In December 2015, the Commons voted to bomb Islamist terrorists in Syria, as we had been doing in Iraq for more than a year. For the next 17 months, we mounted over 800 air strikes in Iraq but only 95 in Syria. Why the huge disparity? Because in Iraq, we want one side (Iraq s government) to win, and the other side (Islamist fighters) to lose.
Syria is totally different. It is a choice between ‘monsters’ and ‘maniacs’, with the inhuman Assad regime on one side, and jihadist fanatics on the other. Do not be fooled: the armed opposition in Syria is dominated by vicious Islamist factions. Only the Syrian Democratic Forces, led by the Kurds but confined to a limited northern area, are at all acceptable to us – and they are now under attack from the Turks, supposedly NATO allies, who are increasingly cosying up to the Russians.
The ‘70,000 moderate fighters’ (remember them?), whom David Cameron identified as a third way between Assad and the Islamists, were indeed ‘bogus battalions’ as he was warned at the time. Yet, there are still plenty of people urging us to take the rebels' side and topple the Syrian government.
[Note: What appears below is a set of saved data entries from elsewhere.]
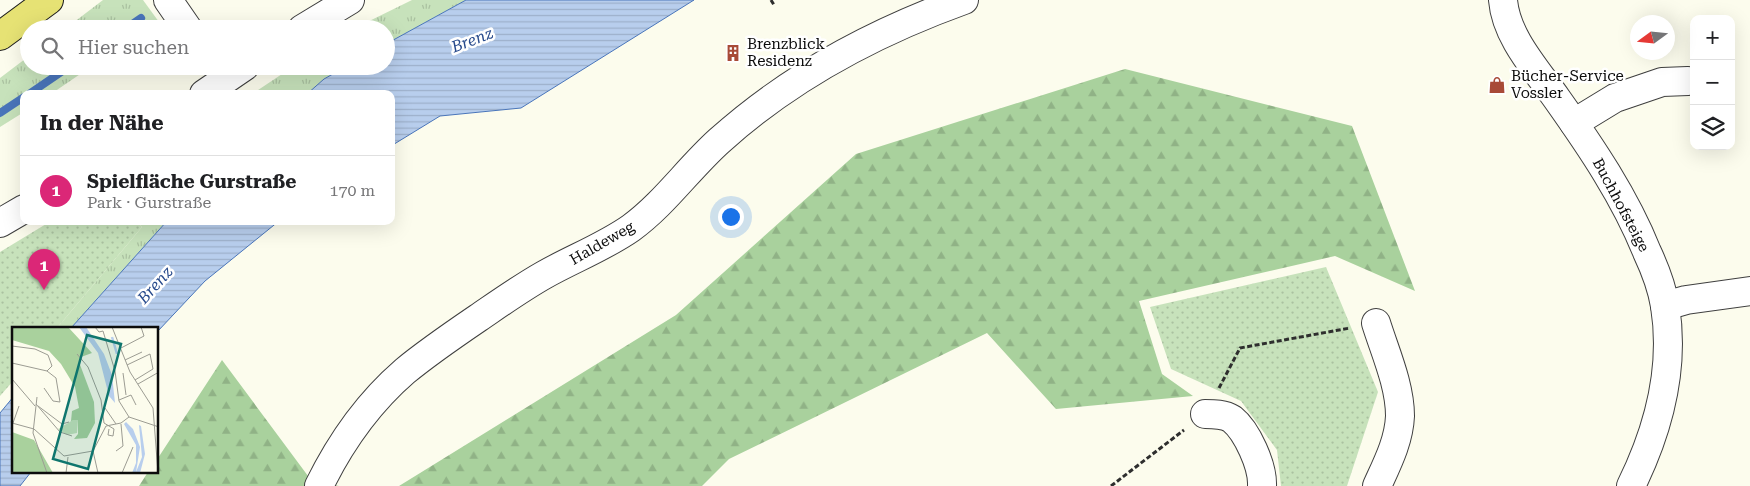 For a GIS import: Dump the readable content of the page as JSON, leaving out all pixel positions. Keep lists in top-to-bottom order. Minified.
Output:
{"streets":{"street":["Buchhofsteige","Haldeweg"]},"water":["Brenz"],"places":{"building":["Brenzblick Residenz"],"shop":["Bücher-Service Vossler"]},"north":"left","page":{"map_buttons":["+","−"],"search":"Hier suchen","heading":"In der Nähe","list":[{"mark":"1","name":"Spielfläche Gurstraße","note":"Park · Gurstraße","value":"170 m"}],"pins":"1"}} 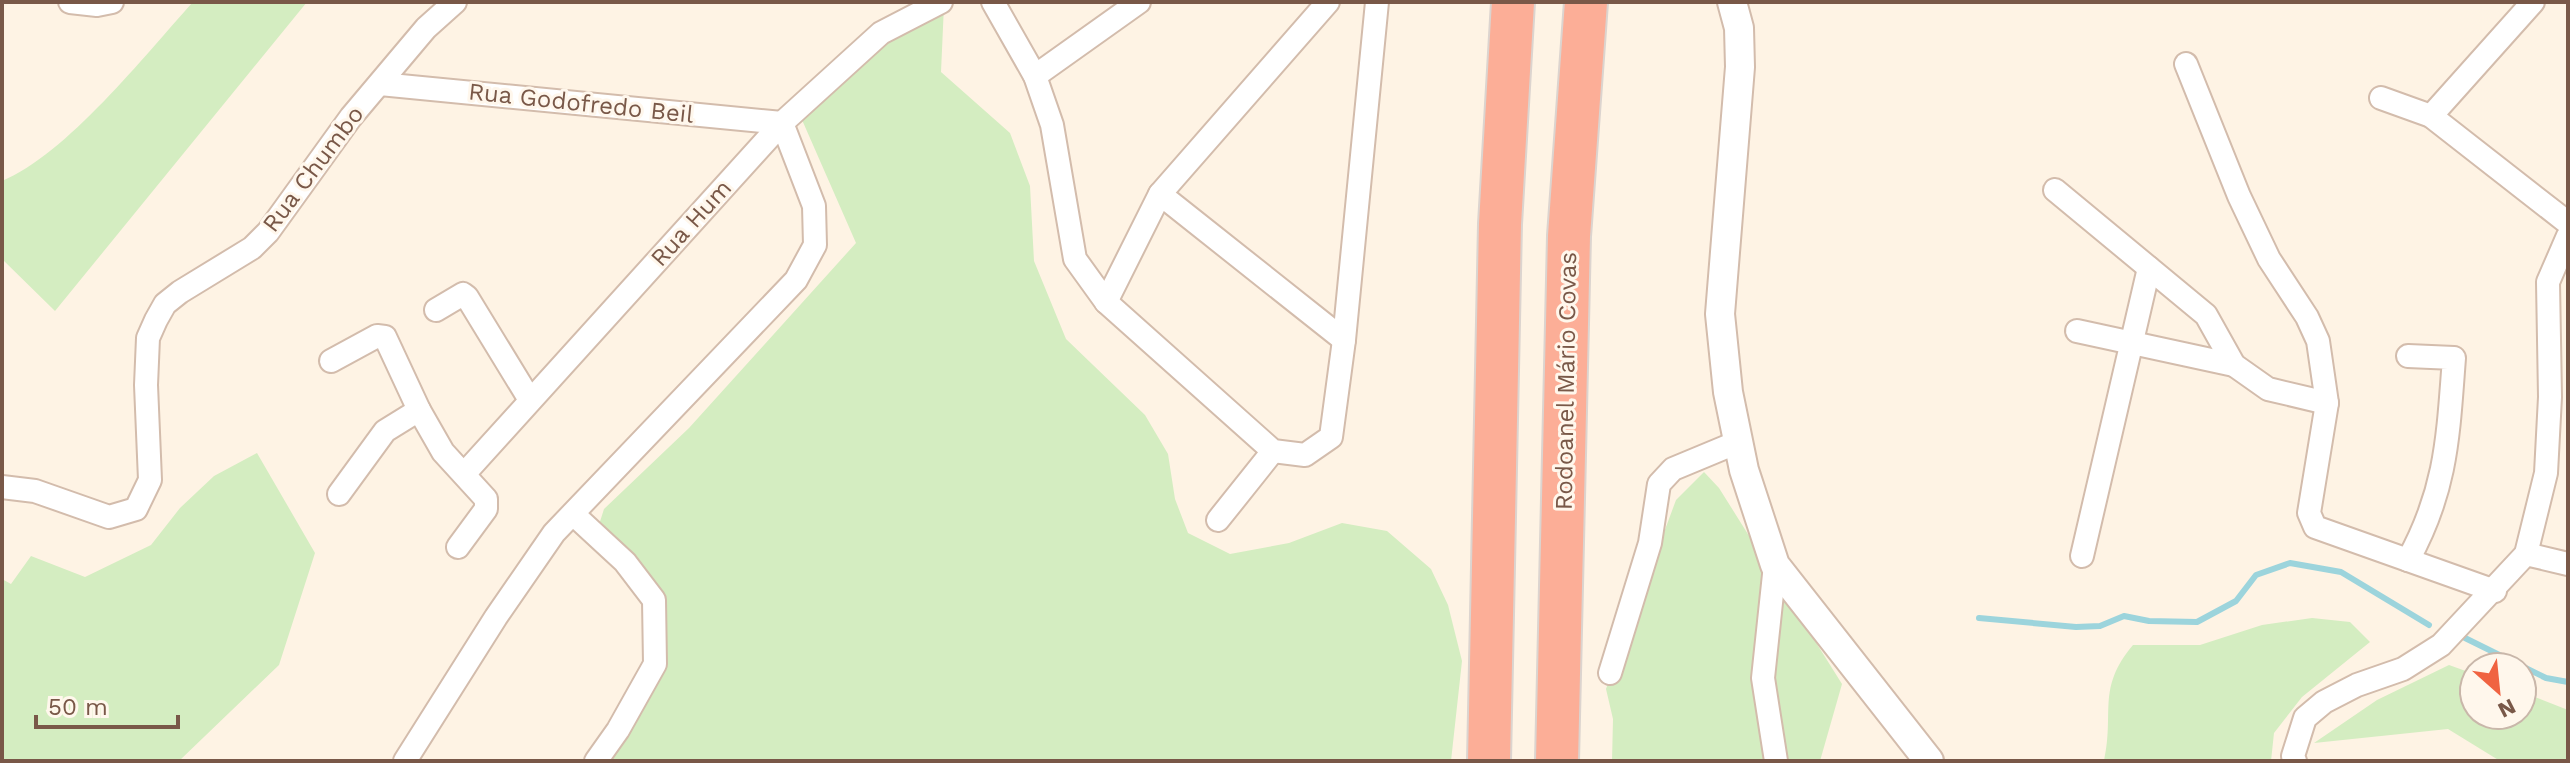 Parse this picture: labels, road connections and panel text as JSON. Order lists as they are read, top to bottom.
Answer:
{
  "streets": {
    "highway": ["Rodoanel Mário Covas"],
    "street": ["Rua Godofredo Beil", "Rua Chumbo", "Rua Hum"]
  },
  "crossings": [
    ["Rua Godofredo Beil", "Rua Chumbo"],
    ["Rua Godofredo Beil", "Rua Hum"]
  ],
  "scale_bar": "50 m",
  "north": "bottom right"
} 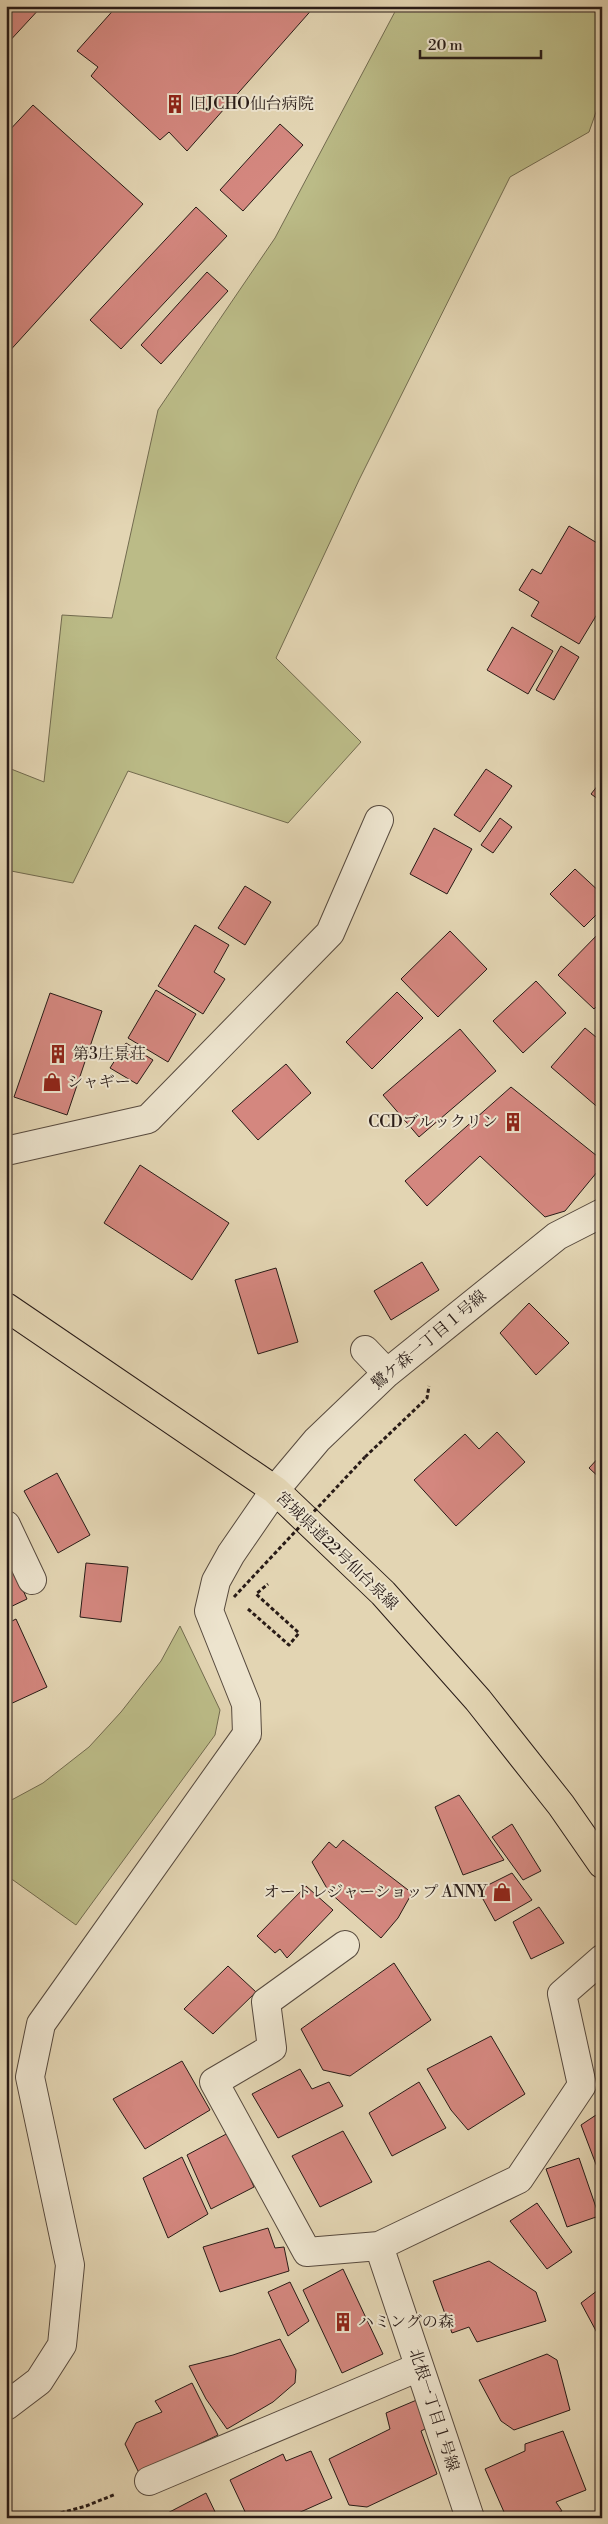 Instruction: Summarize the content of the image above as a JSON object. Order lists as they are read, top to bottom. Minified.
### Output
{"streets":{"main road":["宮城県道22号仙台泉線"],"street":["鷺ケ森一丁目１号線","北根一丁目１号線"]},"crossings":[["鷺ケ森一丁目１号線","宮城県道22号仙台泉線"]],"places":{"building":["旧JCHO仙台病院","第3庄景荘","CCDブルックリン","ハミングの森"],"shop":["シャギー","オートレジャーショップ ANNY"]},"scale_bar":"20 m"} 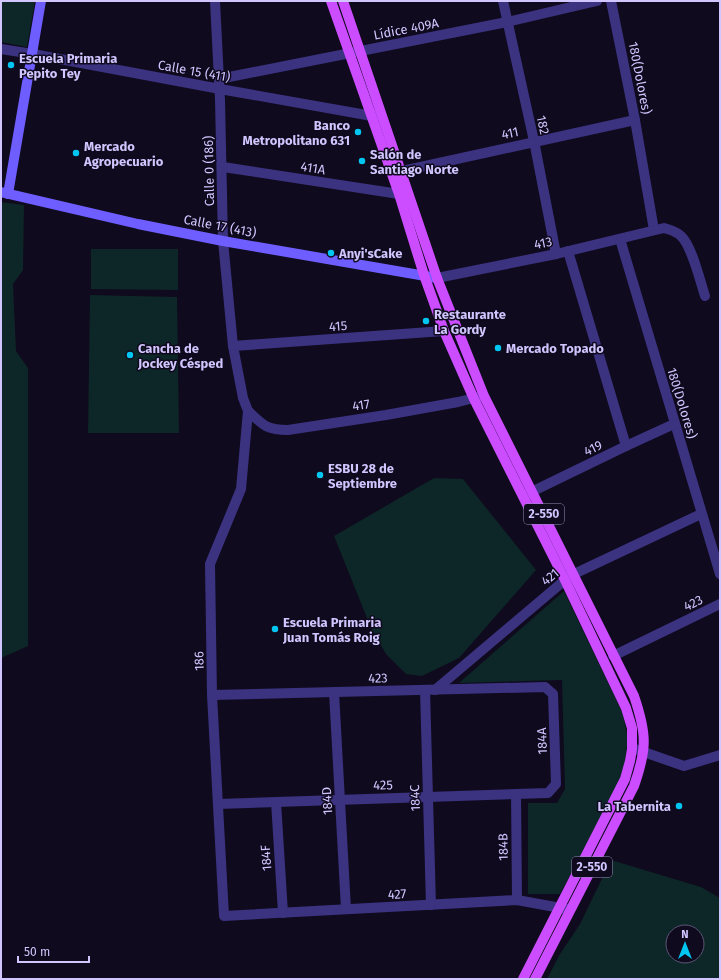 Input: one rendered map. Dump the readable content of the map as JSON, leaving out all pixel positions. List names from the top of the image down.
{
  "streets": {
    "main road": ["Calle 17 (413)", "2-550"],
    "street": [
      "Lídice 409A",
      "Calle 15 (411)",
      "180(Dolores)",
      "182",
      "411",
      "411A",
      "Calle 0 (186)",
      "413",
      "415",
      "417",
      "419",
      "421",
      "423",
      "186",
      "184A",
      "425",
      "184C",
      "184D",
      "184B",
      "184F",
      "427"
    ]
  },
  "crossings": [
    ["Lídice 409A", "Calle 15 (411)"],
    ["Lídice 409A", "182"],
    ["Lídice 409A", "Calle 0 (186)"],
    ["Lídice 409A", "2-550"],
    ["Calle 15 (411)", "Calle 0 (186)"],
    ["Calle 15 (411)", "2-550"],
    ["180(Dolores)", "411"],
    ["180(Dolores)", "413"],
    ["180(Dolores)", "419"],
    ["180(Dolores)", "421"],
    ["182", "411"],
    ["182", "413"],
    ["411", "2-550"],
    ["411A", "Calle 0 (186)"],
    ["411A", "2-550"],
    ["Calle 0 (186)", "Calle 17 (413)"],
    ["Calle 0 (186)", "415"],
    ["Calle 0 (186)", "417"],
    ["Calle 0 (186)", "186"],
    ["Calle 17 (413)", "413"],
    ["Calle 17 (413)", "2-550"],
    ["413", "2-550"],
    ["415", "2-550"],
    ["417", "2-550"],
    ["417", "186"],
    ["419", "2-550"],
    ["2-550", "421"],
    ["2-550", "423"],
    ["2-550", "427"],
    ["421", "423"],
    ["423", "186"],
    ["423", "184A"],
    ["423", "184C"],
    ["423", "184D"],
    ["186", "425"],
    ["186", "427"],
    ["184A", "425"],
    ["425", "184C"],
    ["425", "184D"],
    ["425", "184B"],
    ["425", "184F"],
    ["184C", "427"],
    ["184D", "427"],
    ["184B", "427"],
    ["184F", "427"]
  ],
  "places": [
    "Escuela Primaria Pepito Tey",
    "Banco Metropolitano 631",
    "Mercado Agropecuario",
    "Salón de Santiago Norte",
    "Anyi'sCake",
    "Restaurante La Gordy",
    "Mercado Topado",
    "Cancha de Jockey Césped",
    "ESBU 28 de Septiembre",
    "Escuela Primaria Juan Tomás Roig",
    "La Tabernita"
  ],
  "scale_bar": "50 m",
  "north": "top"
} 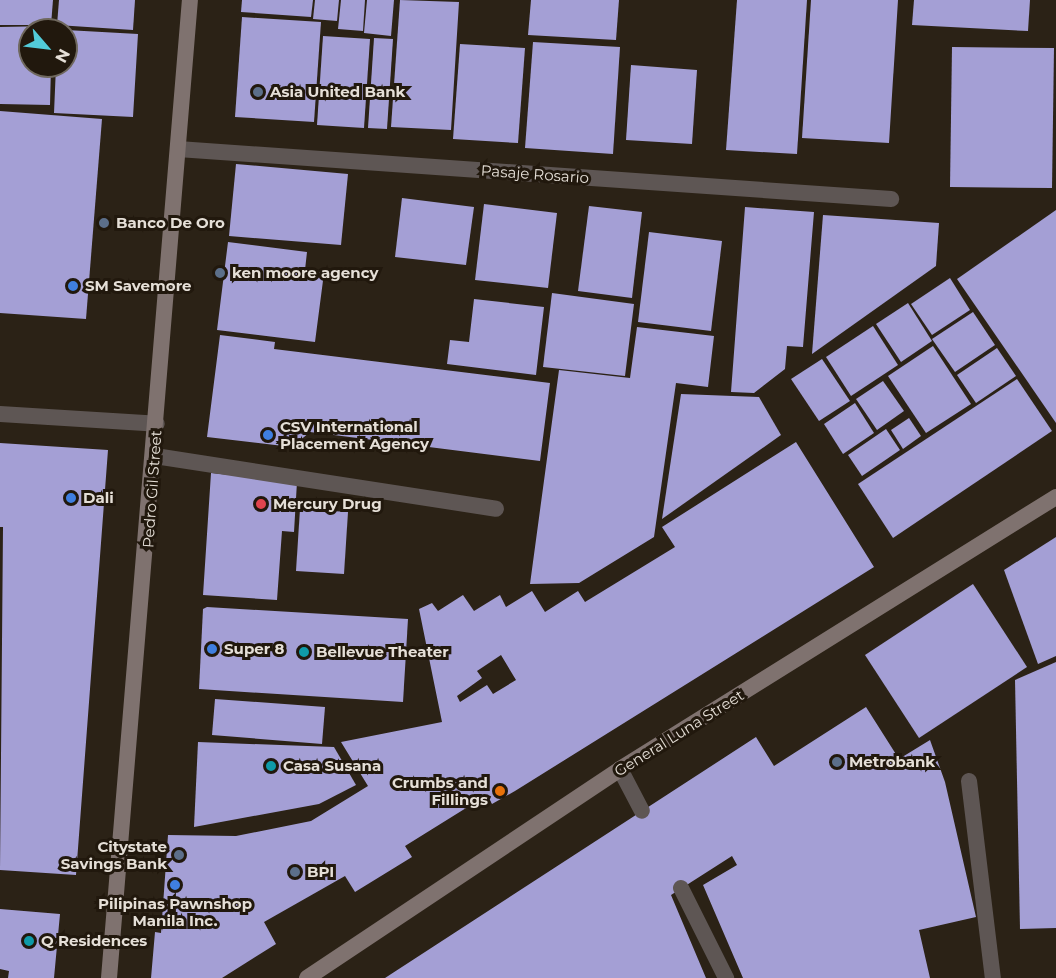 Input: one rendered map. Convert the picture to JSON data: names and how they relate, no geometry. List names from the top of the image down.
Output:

Air strikes risk lethal 'collateral damage' to civilians and Russian forces alike. Nevertheless, as they are being used, three guidelines apply.
- We must remember that, apart from the SDF, neither side in Syria deserves our support.
- We must impress upon Russia that the action we are taking is solely to punish and deter the use of poison gas, and is NOT the thin end of a ‘regime-change’ wedge.
- Finally, we must ensure that what we do is a one-off punishment which will not be repeated unless further chemical attacks take place.
We must not let chemical crimes suck us ever deeper into the Syrian snakepit.
*Mr Lewis was speaking in a personal capacity.